> Activity
Leaving all pictures aside, copy exactly the lines from the start of the listing below through the line that contains "2px #879ecc) drop-shadow(0", and only those lines.
▬▬▬▬▬▬
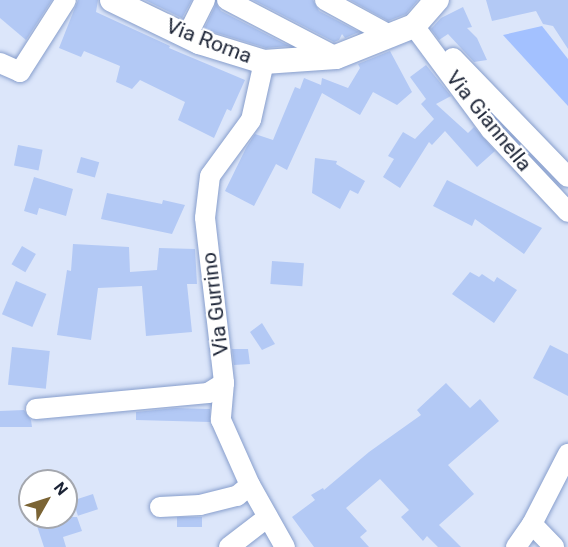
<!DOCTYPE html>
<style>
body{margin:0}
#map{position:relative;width:568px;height:547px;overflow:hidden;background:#dce6fa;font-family:Roboto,sans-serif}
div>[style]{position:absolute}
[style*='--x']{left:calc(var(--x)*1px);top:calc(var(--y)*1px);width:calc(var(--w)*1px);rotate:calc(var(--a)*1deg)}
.green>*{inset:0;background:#a3c1ff}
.building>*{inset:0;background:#b3c9f5;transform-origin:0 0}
.roads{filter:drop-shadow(0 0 2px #879ecc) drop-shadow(0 0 2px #879ecc)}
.minor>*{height:20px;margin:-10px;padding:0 10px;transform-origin:10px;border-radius:10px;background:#fff}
.tertiary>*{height:24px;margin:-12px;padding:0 12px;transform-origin:12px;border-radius:12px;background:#fff}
span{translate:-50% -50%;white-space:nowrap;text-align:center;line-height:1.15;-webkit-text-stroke:4.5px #fff;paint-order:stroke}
.street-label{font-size:21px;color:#1b2335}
.north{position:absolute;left:18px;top:469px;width:60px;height:60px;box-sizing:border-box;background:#fff;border:2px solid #a4a7ae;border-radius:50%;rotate:51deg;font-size:16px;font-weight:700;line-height:24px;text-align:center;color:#1b2335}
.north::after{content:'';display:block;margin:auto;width:21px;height:27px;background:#7b6434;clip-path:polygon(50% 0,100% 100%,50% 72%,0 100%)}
</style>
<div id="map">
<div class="green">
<div style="clip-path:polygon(542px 26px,568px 59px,568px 106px,503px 35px)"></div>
</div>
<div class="building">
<div style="clip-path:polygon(0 0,52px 0,26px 40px,0 18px)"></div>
<div style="clip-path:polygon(78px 0,98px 0,96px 12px,170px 46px,169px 48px,245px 80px,231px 111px,227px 109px,214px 138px,178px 120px,185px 102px,140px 80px,132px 89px,116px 82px,120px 66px,84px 51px,81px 57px,59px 48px)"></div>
<div style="clip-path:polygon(145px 0,192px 0,182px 18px)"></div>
<div style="clip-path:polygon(253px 0,313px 0,319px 11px,359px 32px,345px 38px,342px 34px,339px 40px,334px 42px)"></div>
<div style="clip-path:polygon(350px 0,418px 0,406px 14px,388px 21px)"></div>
<div style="clip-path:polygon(486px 0,568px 0,568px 49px,553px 26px,543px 24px,536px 11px,492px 21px)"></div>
<div style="clip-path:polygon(216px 4px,221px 11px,289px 46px,266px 48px,204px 29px)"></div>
<div style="clip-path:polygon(463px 7px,472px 27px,467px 28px,477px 38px,487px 60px,474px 62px,448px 34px,439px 40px,431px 29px,441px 18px)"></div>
<div style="clip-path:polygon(390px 51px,412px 92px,397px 105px,373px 92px,360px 115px,322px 93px,287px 170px,276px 164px,254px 206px,225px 191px,246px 148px,255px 134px,273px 140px,295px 87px,300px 89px,304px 78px,321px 85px,322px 78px,348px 88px,360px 68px,358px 64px)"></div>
<div style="clip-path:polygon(426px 65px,451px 96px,436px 104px,468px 133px,474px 127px,495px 151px,477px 167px,445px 131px,432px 145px,429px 142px,400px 188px,383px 177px,394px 159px,388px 156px,403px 132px,415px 139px,434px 119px,421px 104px,426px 99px,410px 77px)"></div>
<div style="left:18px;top:145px;width:25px;height:21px;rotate:11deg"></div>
<div style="left:81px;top:157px;width:19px;height:16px;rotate:16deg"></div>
<div style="clip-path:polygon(315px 158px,337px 161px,336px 164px,365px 181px,358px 194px,350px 190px,340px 209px,312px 193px)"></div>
<div style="clip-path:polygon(34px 177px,73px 189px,66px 216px,39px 208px,37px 215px,24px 211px)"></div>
<div style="clip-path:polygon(447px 180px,542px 228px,524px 254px,475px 219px,472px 226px,433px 206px)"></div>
<div style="clip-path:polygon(107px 193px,162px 204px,163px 200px,185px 205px,172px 234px,101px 219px)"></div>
<div style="clip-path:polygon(73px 244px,129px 247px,130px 272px,157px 270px,159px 248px,195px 249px,197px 284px,187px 284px,192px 332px,146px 336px,142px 286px,98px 288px,91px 340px,57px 335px,67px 270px,71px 271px)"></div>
<div style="left:22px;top:246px;width:16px;height:21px;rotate:30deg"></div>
<div style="left:272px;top:261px;width:32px;height:23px;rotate:4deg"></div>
<div style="clip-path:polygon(470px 272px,479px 277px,482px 274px,494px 282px,497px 277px,517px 290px,494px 323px,452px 294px)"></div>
<div style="left:16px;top:281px;width:33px;height:36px;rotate:23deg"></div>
<div style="clip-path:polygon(262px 323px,275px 344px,262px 350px,250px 332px)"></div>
<div style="clip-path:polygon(550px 345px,568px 354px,568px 396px,533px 378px)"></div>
<div style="left:12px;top:347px;width:38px;height:38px;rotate:6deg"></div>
<div style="clip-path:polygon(232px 349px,248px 349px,250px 364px,234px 365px)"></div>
<div style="clip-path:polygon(446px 383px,470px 408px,480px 399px,499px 421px,448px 465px,474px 494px,439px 525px,461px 547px,438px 547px,427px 536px,423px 541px,401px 517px,409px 510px,380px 479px,346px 508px,367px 531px,360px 537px,369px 547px,314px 547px,292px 517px,315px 500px,311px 495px,323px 488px,324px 490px,369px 452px,421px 415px,417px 410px)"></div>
<div style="clip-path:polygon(175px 408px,210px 409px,210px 422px,136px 420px,136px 412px)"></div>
<div style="clip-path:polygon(24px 410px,31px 420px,32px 427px,0 427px,0 411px)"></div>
<div style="left:93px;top:494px;width:16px;height:21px;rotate:72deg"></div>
<div style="clip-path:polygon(43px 517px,77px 517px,82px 531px,63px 537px,66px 547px,44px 547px,35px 520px)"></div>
<div style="left:202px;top:517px;width:10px;height:25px;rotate:90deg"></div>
</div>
<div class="roads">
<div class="minor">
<div style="--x:227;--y:0;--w:123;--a:27.6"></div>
<div style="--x:325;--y:0;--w:75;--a:28.6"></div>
<div style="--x:414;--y:26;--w:129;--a:53.5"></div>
<div style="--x:491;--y:130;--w:112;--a:46.8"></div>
<div style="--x:187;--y:36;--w:40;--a:-63.4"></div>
<div style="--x:453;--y:58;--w:165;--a:46"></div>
<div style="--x:264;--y:62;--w:59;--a:102.6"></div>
<div style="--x:251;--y:120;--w:69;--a:126.2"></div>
<div style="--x:210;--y:176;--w:42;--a:96.8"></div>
<div style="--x:205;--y:218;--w:166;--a:83.4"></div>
<div style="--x:224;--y:383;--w:37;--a:95"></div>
<div style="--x:221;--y:420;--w:71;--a:66"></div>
<div style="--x:250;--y:485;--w:71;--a:60.6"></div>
<div style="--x:0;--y:63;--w:22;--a:24"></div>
<div style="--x:20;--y:72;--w:85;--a:-57.4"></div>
<div style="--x:36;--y:409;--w:173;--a:-5.3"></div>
<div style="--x:208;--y:393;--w:19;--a:-32"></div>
<div style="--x:160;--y:507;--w:40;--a:-2.9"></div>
<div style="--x:200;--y:505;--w:38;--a:-14"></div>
<div style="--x:237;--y:496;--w:17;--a:-40"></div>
<div style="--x:532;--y:524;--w:32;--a:46"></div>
<div style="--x:229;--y:547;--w:49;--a:-37.6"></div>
<div style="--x:516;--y:547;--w:28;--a:-55"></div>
<div style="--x:532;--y:524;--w:79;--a:-62.8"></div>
</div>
<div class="tertiary">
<div style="--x:112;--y:0;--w:97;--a:25.8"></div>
<div style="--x:199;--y:42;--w:68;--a:17.1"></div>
<div style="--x:264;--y:62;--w:72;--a:-4"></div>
<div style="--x:336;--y:57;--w:84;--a:-21.7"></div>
<div style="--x:414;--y:26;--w:35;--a:-49"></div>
</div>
</div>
<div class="street-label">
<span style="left:209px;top:41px;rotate:21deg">Via Roma</span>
<span style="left:489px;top:121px;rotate:51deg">Via Giannella</span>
<span style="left:215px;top:304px;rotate:-97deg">Via Gurrino</span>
</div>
<div class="north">N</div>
</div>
▬▬▬▬▬▬
> Expected answer
<!DOCTYPE html>
<style>
body{margin:0}
#map{position:relative;width:568px;height:547px;overflow:hidden;background:#dce6fa;font-family:Roboto,sans-serif}
div>[style]{position:absolute}
[style*='--x']{left:calc(var(--x)*1px);top:calc(var(--y)*1px);width:calc(var(--w)*1px);rotate:calc(var(--a)*1deg)}
.green>*{inset:0;background:#a3c1ff}
.building>*{inset:0;background:#b3c9f5;transform-origin:0 0}
.roads{filter:drop-shadow(0 0 2px #879ecc) drop-shadow(0 0 2px #879ecc)}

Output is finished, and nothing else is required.